THE idea behind the formation of the South-East Governors Forum (SGF) in 1999 was to reposition the Igbo land in all fronts through a multifaceted agenda on integration. According to the initiators, it was by achieving the lofty goal that the Igbo could fully derive maximum benefit from the mainstream politics at the national level. It is no surprise that since the inception of the platform, Enugu, the administrative headquarters of the defunct Eastern Region, remains central in galvanising all the five states in the zone. The governors do not allow political affiliations to constitute a cog in the wheel of progress, as they demonstrate unanimity of purpose on national issues when the need arises.
Before their recent meeting in Enugu, many people had begun to ask if the governors were doing enough on the economic blue print of the SGF. The public concern followed the perceived slow pace of physical development of the South-East despite its huge human and material potential. Investigations showed that after the Peoples Democratic Party (PDP) lost the presidential election in 2019, the governors apparently put their hitherto regular on hold until recently. The meetings had always provided the veritable avenue for them to examine how they could collaborate towards boosting the revenue base of the zone and generate more employment opportunities for the rising number of unemployed youths.

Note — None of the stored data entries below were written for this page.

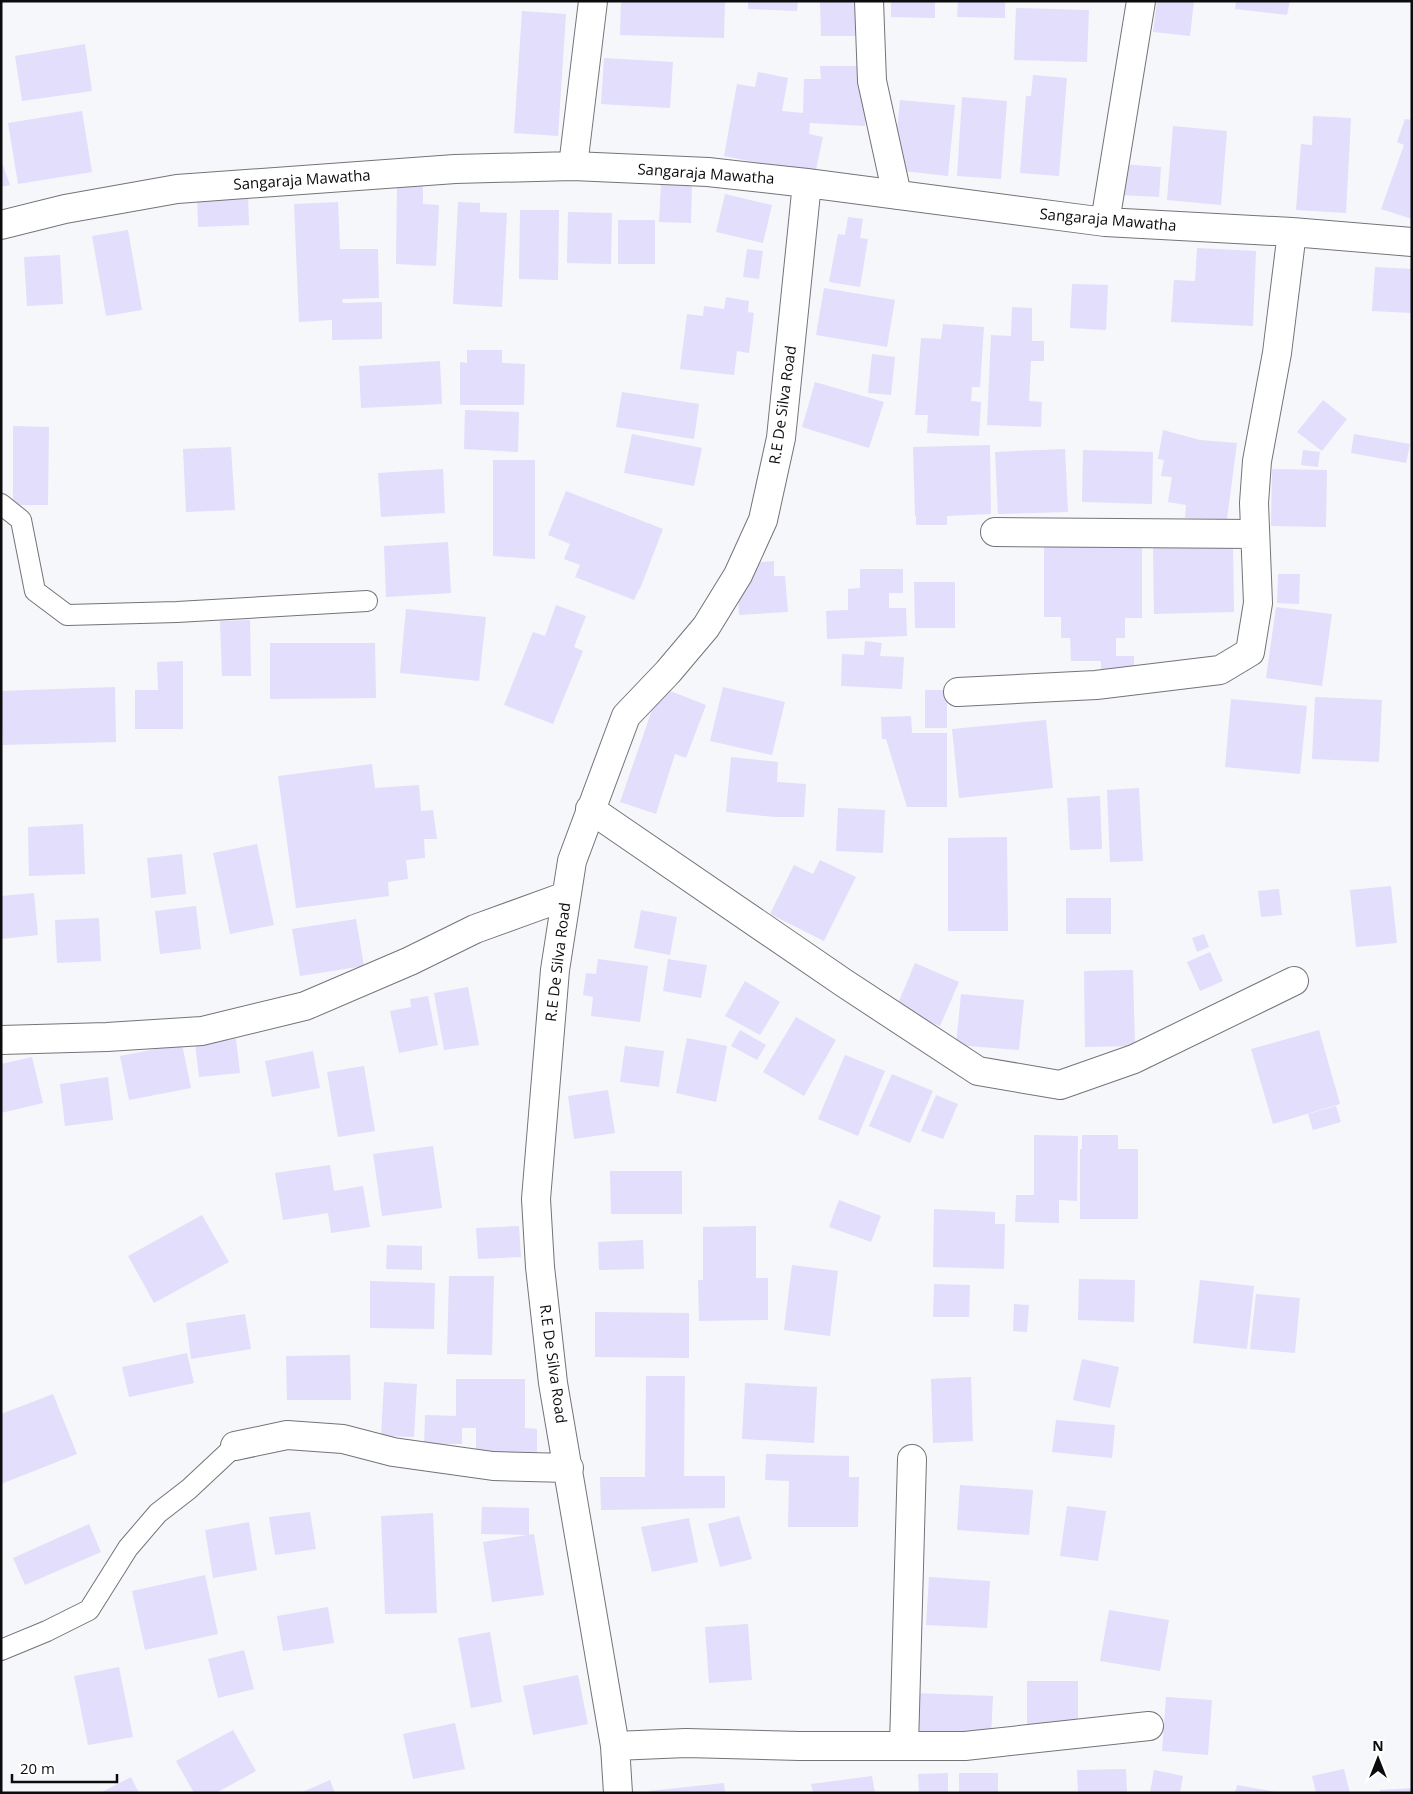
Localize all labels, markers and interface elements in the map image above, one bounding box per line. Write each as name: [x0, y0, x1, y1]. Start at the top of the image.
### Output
street label: Sangaraja Mawatha: [637, 158, 775, 188]
street label: Sangaraja Mawatha: [233, 164, 371, 194]
street label: Sangaraja Mawatha: [1039, 203, 1177, 235]
street label: R.E De Silva Road: [764, 344, 800, 466]
street label: R.E De Silva Road: [540, 901, 574, 1023]
street label: R.E De Silva Road: [536, 1303, 572, 1425]
north arrow: [1353, 1734, 1403, 1784]
text: N: [1372, 1736, 1384, 1755]
scale bar: [12, 1752, 118, 1784]
text: 20 m: [20, 1758, 55, 1778]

In a communiqué issued after their meeting in Enugu, the governors tried to address some of the posers agitating the minds of the people, one of which was the level of commitment of the governors to primary objective of the forum, which is regional integration towards achieving the overall wellbeing of the citizens. Their resolutions majorly centred on burning national issues, which some individuals and groups in the zone had misconstrued the collective stand of the governors. Of utmost concern of the people were the general insecurity in the South-East, which had led to killings and abduction of persons, as well as the controversial national cattle grazing initiative. The other germane item in the communique was the economic potential of the South-East; condition of federal roads and other infrastructure, worsening state of the Akanu Ibiam International airport in Enugu and how the governors could synergise towards revamping the agricultural sector.

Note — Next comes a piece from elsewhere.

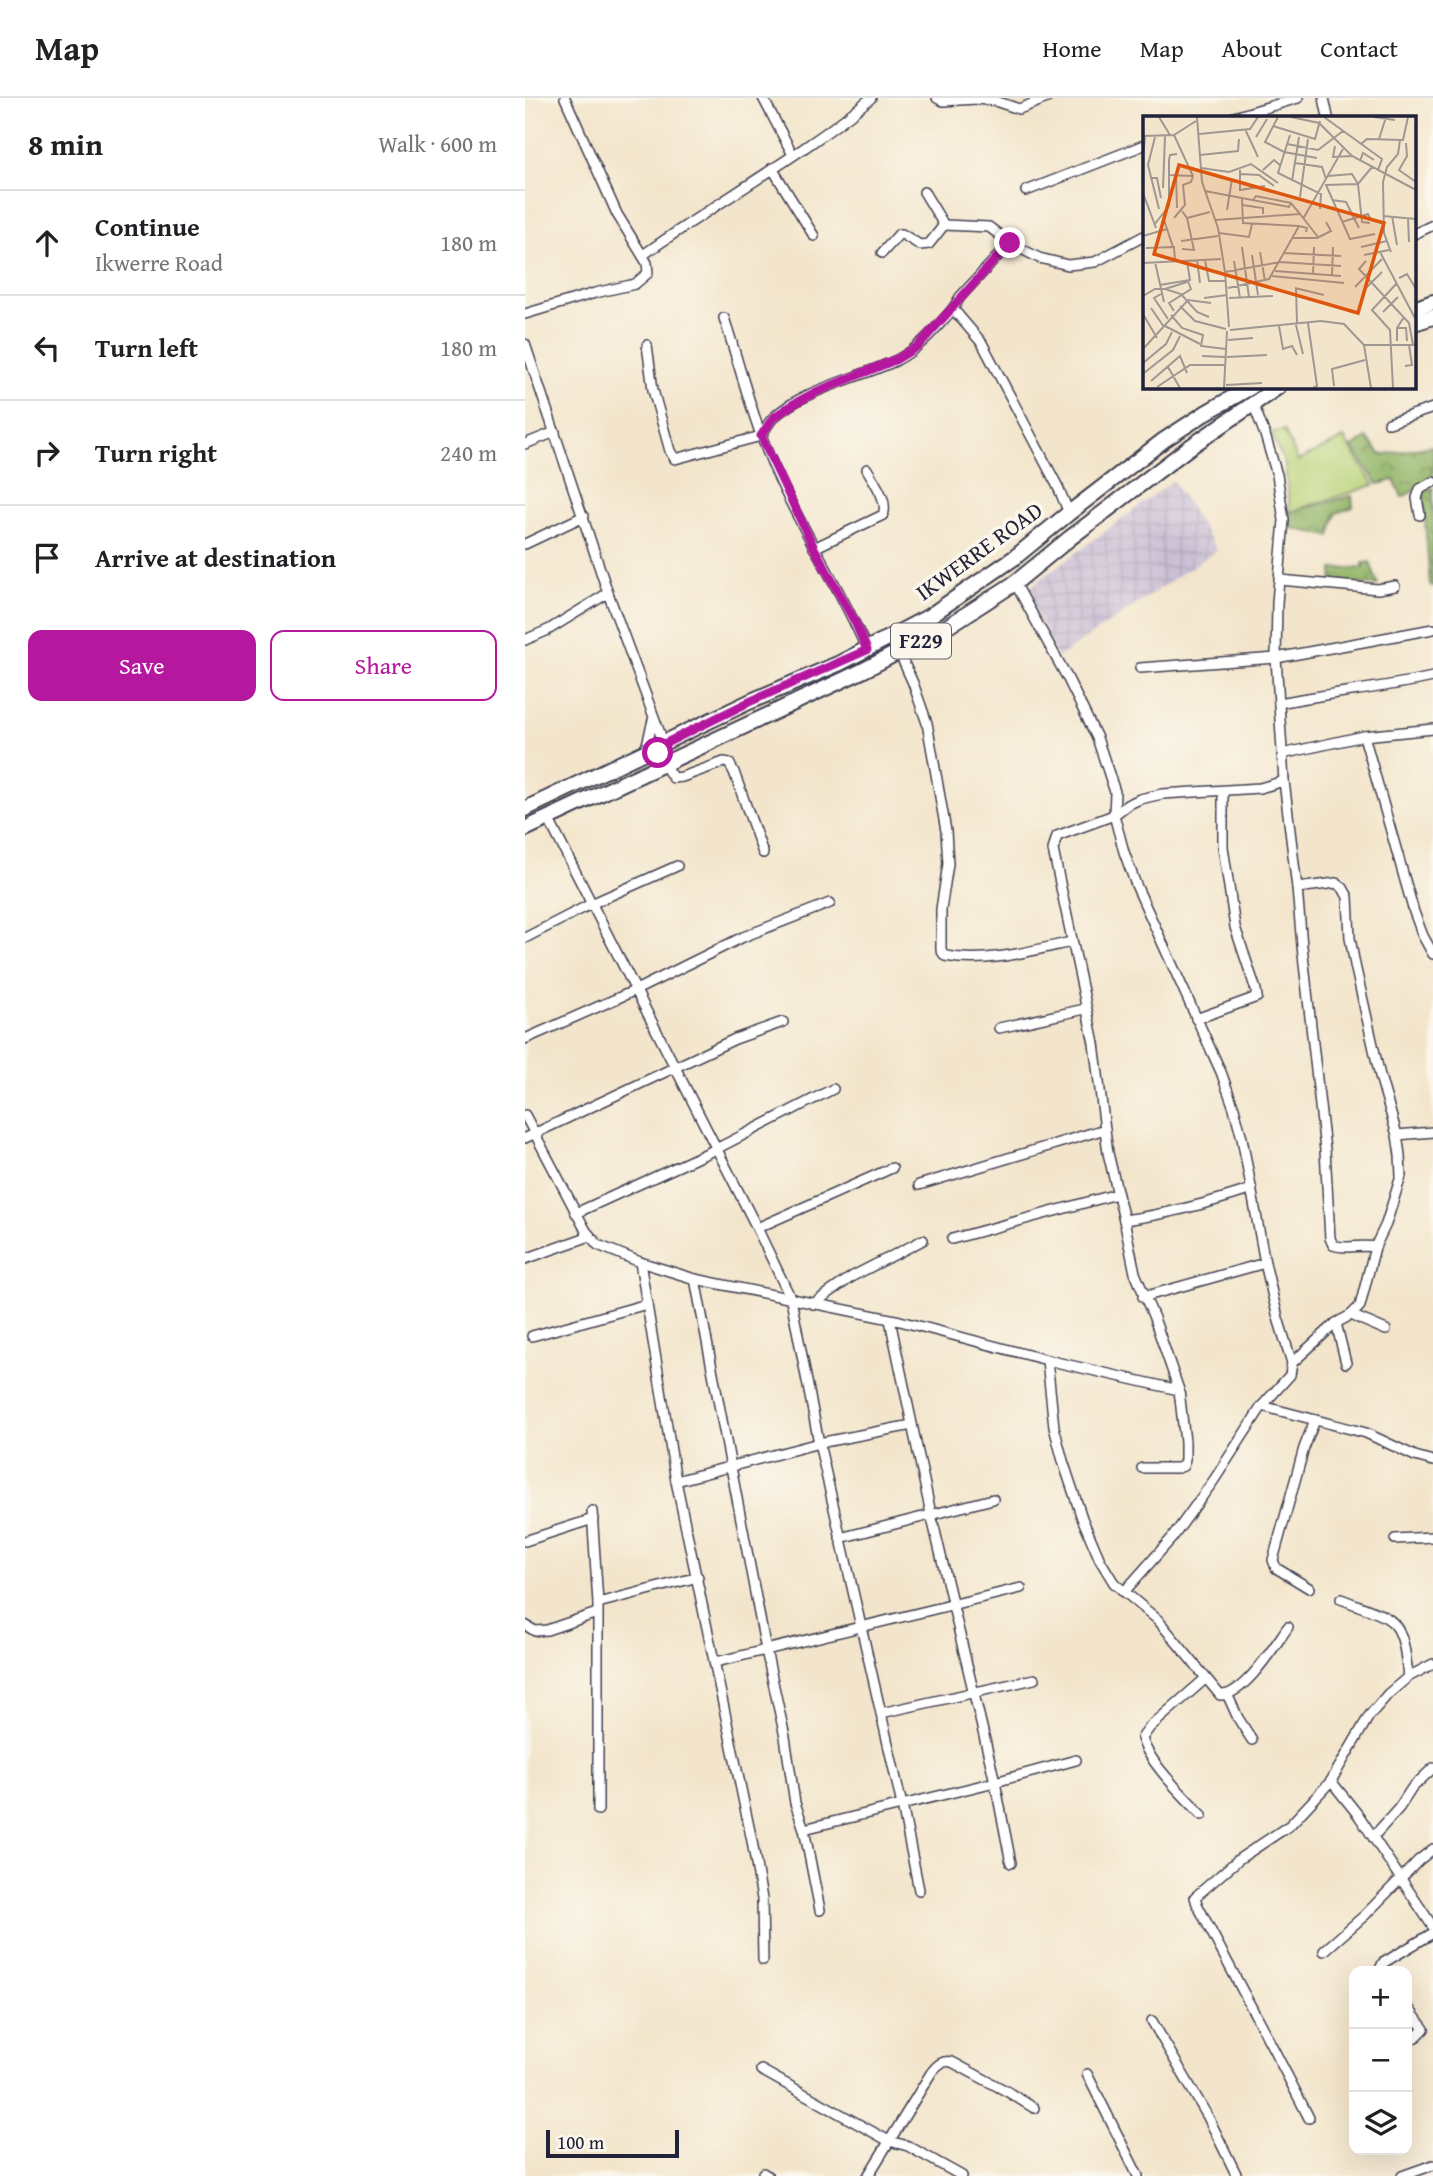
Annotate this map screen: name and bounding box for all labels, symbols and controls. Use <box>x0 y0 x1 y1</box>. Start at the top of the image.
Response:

Accordingly, the governors enunciated a number of proactive measures, especially on how to improve the security of lives and property in the zone. Part of the communique read: that the Forum would key into the Federal Government’s community policing programme and that forest guards would be established in each state and roads cleared up to 50 meters into the bush to have a clear view of the roads ahead; that the South-East governors reviewed the Security situation in the zone and in response to emerging security challenges decided to set up both a committee and a center for the South-East Integrated Security Monitoring/Intelligence Gathering to be centrally located in Enugu.” The governors said the security committee would also address the safety of fuel pipeline routes to the Enugu depot to ensure that pumping of petroleum products in the depot resumed in the shortest possible time.
On the contentious cattle grazing initiative of the Federal Government, the governors maintained that their “earlier decision that there is no land in the South East for the programme.” In what looked like an alternative to the rejected Greek gift,’ the governors unfolded their plan to provide a contingency fund that their people interested in going into animal husbandry can access. “The South-East Governors Forum discussed extensively the comparative advantage of agriculture and the attendant benefits in the South-East. The Forum therefore resolved to put funds together to fund our people who are interested in rice, cassava, cow rearing, piggery, goat rearing, Poultry, Fishery, and some other cash crops permitted by our soil. The forum advised the South-East people, who are interested in going into these areas to contact their states for further engagement.”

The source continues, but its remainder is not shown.